3. There is no evidence that the same intelligent, talented, motivated and able individual who graduates from college will make a million more dollars over his or her lifetime than that individual would have in the alternate universe where he or she did not go to college.
4. The college-going twin will have massive debt to deal with, however.
Widespread belief in the deceptive New York Times statement, moreover, is one reason why colleges get away with charging such obscene tuition to do…what, exactly? Yes, college is a convenient stalling method to allow immature teens to be supervised while their brains grow and they make their dumbest mistakes in life competencies in a relatively safe cocoon. Yes, the opportunity to develop interests and talents—journalism, drama, athletics, political activism, writing, public speaking, management, leadership—in the organizations fostered and funded by universities is valuable. Every other reason college is supposed to be essential, however, rests on the presumption that it teaches young adults to think, and prepares them to be productive citizens, workers and professionals because they can think clearly, rationally, creatively and without the habitual influence of emotion, rationalizations, logical fallacies and bias.
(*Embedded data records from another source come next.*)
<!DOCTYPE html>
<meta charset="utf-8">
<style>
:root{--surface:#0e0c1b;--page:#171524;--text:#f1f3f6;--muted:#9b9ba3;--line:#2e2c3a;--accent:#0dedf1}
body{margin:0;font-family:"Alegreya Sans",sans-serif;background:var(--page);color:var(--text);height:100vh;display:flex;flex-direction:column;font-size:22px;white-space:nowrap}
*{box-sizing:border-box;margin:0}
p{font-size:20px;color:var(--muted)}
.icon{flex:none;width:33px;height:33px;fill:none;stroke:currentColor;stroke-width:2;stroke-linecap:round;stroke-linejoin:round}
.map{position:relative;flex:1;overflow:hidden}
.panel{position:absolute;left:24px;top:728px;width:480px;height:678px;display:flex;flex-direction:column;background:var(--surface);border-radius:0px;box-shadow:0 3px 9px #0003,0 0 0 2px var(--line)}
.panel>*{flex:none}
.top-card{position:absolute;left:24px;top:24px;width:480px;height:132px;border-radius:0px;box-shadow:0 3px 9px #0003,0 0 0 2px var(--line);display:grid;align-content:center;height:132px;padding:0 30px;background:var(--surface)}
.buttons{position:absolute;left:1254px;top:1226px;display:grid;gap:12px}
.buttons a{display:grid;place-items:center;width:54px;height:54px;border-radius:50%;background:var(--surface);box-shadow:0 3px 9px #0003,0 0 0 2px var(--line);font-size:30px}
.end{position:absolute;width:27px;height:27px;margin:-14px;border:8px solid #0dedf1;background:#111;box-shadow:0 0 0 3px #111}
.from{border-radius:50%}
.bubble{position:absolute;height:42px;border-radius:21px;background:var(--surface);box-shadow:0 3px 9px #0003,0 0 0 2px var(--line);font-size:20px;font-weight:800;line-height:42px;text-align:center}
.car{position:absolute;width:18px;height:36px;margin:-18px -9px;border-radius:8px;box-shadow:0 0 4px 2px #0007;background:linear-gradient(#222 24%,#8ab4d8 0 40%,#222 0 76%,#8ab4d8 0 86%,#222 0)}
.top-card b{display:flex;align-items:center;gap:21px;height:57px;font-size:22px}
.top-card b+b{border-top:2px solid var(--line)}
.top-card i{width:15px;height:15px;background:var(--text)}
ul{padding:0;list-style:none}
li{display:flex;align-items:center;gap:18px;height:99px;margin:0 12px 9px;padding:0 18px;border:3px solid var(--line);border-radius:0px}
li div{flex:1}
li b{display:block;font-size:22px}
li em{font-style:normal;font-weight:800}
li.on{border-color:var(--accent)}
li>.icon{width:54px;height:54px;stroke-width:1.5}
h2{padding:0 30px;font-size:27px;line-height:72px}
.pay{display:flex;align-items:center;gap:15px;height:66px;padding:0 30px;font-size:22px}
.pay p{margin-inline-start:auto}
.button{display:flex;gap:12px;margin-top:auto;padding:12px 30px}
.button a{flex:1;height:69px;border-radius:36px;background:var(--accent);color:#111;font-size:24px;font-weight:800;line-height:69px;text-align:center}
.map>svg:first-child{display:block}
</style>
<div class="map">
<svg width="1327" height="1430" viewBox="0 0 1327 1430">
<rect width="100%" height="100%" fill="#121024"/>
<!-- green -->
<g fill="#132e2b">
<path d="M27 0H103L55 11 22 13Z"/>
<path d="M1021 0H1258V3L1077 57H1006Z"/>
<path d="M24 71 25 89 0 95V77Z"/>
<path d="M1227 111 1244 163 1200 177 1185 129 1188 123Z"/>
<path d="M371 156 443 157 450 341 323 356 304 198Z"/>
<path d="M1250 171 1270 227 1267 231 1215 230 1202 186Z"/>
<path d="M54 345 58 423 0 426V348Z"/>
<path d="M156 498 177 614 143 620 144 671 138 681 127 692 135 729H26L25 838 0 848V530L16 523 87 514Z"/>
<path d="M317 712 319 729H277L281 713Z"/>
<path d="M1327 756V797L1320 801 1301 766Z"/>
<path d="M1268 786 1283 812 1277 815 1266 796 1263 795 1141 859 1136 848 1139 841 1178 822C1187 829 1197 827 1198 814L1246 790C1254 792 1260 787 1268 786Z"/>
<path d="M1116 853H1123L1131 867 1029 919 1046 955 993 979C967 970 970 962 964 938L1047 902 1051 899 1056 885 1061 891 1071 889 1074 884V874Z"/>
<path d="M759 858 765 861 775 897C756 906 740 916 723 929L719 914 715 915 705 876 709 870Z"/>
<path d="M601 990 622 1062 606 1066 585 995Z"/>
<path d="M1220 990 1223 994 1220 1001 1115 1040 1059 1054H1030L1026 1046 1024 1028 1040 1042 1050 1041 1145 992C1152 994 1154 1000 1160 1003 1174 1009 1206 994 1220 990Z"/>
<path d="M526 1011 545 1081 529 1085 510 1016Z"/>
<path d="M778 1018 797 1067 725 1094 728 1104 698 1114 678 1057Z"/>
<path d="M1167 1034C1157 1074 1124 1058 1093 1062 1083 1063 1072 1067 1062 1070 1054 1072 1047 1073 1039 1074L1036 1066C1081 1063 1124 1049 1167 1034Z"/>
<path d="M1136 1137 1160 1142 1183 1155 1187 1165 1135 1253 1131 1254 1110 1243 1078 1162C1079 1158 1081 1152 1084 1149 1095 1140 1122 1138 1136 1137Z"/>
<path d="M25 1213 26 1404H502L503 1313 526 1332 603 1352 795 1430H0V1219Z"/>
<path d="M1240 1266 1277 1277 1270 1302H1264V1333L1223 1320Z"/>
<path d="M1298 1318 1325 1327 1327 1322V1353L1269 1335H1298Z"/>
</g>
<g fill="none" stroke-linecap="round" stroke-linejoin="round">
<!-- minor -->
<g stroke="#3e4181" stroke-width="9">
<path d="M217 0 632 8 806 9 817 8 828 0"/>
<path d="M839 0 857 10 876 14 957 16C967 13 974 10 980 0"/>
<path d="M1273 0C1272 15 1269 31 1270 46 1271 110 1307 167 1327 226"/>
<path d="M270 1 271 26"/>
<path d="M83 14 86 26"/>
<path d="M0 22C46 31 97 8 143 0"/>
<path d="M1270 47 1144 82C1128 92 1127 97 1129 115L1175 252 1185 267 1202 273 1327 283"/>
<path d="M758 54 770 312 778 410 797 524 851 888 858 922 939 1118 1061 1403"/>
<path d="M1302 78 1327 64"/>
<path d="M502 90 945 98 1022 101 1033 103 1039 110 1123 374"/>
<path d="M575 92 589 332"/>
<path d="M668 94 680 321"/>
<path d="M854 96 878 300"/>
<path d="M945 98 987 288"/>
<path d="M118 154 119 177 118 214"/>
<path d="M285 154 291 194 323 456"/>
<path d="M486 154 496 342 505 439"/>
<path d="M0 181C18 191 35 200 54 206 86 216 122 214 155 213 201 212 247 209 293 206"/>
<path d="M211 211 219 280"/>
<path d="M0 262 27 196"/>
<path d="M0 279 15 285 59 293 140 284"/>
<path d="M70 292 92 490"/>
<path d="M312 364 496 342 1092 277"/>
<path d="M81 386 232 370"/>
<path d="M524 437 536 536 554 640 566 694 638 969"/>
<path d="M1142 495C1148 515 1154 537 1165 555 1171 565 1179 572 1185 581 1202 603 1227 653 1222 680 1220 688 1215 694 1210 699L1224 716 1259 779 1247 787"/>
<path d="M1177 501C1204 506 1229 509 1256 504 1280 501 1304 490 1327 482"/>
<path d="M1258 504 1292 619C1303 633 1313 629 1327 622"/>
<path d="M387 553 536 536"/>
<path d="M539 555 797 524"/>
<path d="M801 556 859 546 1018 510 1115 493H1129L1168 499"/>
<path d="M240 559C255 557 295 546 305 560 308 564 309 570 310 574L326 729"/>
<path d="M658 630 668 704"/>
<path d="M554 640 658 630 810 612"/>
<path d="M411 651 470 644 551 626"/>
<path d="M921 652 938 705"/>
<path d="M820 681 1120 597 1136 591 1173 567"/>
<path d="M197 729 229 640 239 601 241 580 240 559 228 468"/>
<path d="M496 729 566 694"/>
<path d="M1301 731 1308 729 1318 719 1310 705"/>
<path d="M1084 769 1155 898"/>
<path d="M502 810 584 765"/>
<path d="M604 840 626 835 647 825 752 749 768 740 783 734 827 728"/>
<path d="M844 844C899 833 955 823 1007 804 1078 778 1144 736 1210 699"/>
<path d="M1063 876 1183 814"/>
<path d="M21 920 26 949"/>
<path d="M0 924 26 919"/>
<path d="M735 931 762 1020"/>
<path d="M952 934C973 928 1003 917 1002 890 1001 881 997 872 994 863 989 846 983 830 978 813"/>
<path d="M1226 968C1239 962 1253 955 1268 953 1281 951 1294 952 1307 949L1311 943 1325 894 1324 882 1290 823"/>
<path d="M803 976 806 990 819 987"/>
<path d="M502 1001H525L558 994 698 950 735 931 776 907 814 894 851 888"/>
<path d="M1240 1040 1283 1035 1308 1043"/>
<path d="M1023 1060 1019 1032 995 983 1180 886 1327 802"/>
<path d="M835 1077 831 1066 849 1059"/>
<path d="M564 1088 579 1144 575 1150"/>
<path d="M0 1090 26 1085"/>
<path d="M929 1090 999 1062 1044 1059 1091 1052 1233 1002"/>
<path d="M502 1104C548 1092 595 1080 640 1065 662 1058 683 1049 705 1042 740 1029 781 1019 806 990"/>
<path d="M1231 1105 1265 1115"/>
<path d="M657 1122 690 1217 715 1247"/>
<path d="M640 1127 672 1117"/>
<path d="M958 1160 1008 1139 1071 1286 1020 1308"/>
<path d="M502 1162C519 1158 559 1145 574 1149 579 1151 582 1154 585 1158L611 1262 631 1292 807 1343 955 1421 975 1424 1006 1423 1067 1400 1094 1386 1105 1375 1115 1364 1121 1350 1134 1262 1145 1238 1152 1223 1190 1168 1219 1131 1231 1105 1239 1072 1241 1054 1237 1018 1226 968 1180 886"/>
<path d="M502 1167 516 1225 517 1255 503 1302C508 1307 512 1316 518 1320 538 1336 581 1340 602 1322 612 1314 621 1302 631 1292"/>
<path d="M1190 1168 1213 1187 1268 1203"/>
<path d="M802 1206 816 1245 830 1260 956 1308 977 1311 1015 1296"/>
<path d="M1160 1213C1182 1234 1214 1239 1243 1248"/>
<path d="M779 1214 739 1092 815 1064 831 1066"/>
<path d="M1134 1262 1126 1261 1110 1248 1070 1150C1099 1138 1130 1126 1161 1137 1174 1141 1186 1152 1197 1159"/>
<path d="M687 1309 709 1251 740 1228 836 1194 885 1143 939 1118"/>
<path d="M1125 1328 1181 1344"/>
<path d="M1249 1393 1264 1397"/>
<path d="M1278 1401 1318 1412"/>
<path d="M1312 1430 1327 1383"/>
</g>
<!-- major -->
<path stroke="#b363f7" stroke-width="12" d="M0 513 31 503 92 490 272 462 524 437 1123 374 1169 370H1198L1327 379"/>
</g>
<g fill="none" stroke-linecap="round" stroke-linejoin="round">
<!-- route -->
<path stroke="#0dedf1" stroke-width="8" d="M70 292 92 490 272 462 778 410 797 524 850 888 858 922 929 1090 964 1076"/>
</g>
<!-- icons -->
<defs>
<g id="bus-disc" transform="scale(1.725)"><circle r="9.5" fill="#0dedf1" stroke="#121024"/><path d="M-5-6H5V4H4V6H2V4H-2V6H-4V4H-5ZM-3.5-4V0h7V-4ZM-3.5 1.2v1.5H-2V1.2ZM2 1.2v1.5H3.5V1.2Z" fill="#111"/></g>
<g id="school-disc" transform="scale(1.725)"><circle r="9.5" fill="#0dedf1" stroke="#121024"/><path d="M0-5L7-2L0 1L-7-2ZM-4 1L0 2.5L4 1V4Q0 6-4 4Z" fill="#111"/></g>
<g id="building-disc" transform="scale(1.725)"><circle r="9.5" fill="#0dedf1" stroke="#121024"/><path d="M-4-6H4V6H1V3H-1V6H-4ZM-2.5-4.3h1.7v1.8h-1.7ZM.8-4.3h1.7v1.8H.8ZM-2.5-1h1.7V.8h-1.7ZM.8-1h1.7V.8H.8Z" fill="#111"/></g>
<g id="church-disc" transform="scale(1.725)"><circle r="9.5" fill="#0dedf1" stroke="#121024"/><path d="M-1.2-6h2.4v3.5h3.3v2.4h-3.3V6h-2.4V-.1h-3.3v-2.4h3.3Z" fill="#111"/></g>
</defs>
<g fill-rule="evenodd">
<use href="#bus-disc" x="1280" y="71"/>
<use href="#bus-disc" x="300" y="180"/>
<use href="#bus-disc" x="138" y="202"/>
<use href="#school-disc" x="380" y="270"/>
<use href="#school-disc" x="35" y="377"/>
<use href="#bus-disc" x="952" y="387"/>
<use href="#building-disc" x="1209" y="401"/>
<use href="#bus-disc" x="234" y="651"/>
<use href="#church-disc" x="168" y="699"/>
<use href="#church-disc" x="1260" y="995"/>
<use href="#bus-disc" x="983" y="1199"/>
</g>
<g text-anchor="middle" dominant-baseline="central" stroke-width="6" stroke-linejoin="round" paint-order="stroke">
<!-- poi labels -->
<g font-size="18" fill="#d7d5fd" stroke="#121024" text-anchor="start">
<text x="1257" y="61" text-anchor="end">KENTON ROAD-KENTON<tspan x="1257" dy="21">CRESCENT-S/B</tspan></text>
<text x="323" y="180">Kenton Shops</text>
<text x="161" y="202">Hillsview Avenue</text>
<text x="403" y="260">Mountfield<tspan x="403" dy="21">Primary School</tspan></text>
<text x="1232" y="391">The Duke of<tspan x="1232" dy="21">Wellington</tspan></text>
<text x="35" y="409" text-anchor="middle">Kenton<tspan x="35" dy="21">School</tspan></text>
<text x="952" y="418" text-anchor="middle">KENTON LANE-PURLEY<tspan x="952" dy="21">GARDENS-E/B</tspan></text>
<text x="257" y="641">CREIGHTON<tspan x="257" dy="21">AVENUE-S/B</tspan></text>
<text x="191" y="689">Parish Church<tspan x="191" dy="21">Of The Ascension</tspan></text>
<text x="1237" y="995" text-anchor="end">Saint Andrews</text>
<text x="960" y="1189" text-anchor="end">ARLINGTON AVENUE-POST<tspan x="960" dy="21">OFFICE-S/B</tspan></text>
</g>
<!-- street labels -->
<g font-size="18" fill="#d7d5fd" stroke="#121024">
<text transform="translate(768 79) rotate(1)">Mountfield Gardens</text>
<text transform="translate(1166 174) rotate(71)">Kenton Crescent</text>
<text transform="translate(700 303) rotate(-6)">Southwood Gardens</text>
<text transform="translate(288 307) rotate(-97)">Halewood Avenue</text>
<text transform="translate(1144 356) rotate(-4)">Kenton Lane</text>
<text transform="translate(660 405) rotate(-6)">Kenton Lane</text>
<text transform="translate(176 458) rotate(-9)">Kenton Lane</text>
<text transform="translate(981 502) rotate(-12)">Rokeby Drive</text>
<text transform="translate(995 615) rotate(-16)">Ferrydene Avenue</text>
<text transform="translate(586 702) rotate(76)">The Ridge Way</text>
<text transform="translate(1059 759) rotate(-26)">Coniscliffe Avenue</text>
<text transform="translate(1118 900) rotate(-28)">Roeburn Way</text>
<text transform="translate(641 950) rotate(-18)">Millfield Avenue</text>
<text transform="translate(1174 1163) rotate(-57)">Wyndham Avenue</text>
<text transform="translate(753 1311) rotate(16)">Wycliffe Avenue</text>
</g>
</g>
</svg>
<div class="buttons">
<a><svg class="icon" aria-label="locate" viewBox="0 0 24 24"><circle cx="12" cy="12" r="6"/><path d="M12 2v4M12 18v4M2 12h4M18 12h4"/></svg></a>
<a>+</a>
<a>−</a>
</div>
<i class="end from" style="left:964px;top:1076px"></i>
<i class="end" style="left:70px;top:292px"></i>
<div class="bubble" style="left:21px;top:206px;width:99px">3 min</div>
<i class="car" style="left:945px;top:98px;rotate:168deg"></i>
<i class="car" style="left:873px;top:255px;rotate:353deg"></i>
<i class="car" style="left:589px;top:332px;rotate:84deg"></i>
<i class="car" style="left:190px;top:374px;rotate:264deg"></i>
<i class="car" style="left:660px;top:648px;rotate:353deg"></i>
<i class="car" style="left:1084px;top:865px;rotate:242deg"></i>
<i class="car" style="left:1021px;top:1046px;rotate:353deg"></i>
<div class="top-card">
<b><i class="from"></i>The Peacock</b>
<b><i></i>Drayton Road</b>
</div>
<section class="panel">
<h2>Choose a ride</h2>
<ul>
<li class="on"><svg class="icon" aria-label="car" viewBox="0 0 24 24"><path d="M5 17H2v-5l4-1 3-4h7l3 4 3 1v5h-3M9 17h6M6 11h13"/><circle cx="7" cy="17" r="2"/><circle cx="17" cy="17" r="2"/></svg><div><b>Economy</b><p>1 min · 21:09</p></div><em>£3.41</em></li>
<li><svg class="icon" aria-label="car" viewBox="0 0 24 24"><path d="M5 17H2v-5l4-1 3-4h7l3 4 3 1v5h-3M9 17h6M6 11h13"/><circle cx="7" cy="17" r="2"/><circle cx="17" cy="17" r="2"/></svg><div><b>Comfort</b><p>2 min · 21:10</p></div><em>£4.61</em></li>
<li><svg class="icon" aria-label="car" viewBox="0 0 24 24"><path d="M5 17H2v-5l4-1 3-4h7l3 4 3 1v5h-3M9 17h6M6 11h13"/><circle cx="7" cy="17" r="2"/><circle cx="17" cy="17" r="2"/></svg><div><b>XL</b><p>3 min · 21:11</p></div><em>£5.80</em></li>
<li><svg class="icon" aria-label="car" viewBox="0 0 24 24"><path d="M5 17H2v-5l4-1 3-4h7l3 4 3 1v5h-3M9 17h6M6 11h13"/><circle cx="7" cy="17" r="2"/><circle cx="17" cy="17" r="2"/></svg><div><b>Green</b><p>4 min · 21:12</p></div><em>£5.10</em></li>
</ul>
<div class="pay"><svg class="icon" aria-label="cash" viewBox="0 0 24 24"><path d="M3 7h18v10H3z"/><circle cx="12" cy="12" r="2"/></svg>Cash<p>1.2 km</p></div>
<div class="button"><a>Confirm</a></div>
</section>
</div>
The evidence—not just one study— suggests that college does not do that, and hasn’t for some time. If this is a fact, and objective consideration strongly points to that conclusion, then a crucial section of the foundation of our society has become unstable, threatening the rest. The ethical (competent, responsible) response to this very serious, indeed dangerous problem is to accept that it is a problem, and to accept the daunting challenge of re-thinking our criteria for identifying qualified employees, re-evaluating the credentialing of colleges, placing professors, courses and degrees under some kind of fair but rigorous scrutiny, and having the courage to consider whether what once was a functional and trustworthy model is no longer able to deliver to American society what it needs.
For decades, the response of policy makers and social engineers has been denial…perhaps because their own critical thinking skills are flawed.
Critical thinking is essential to ethical analysis too.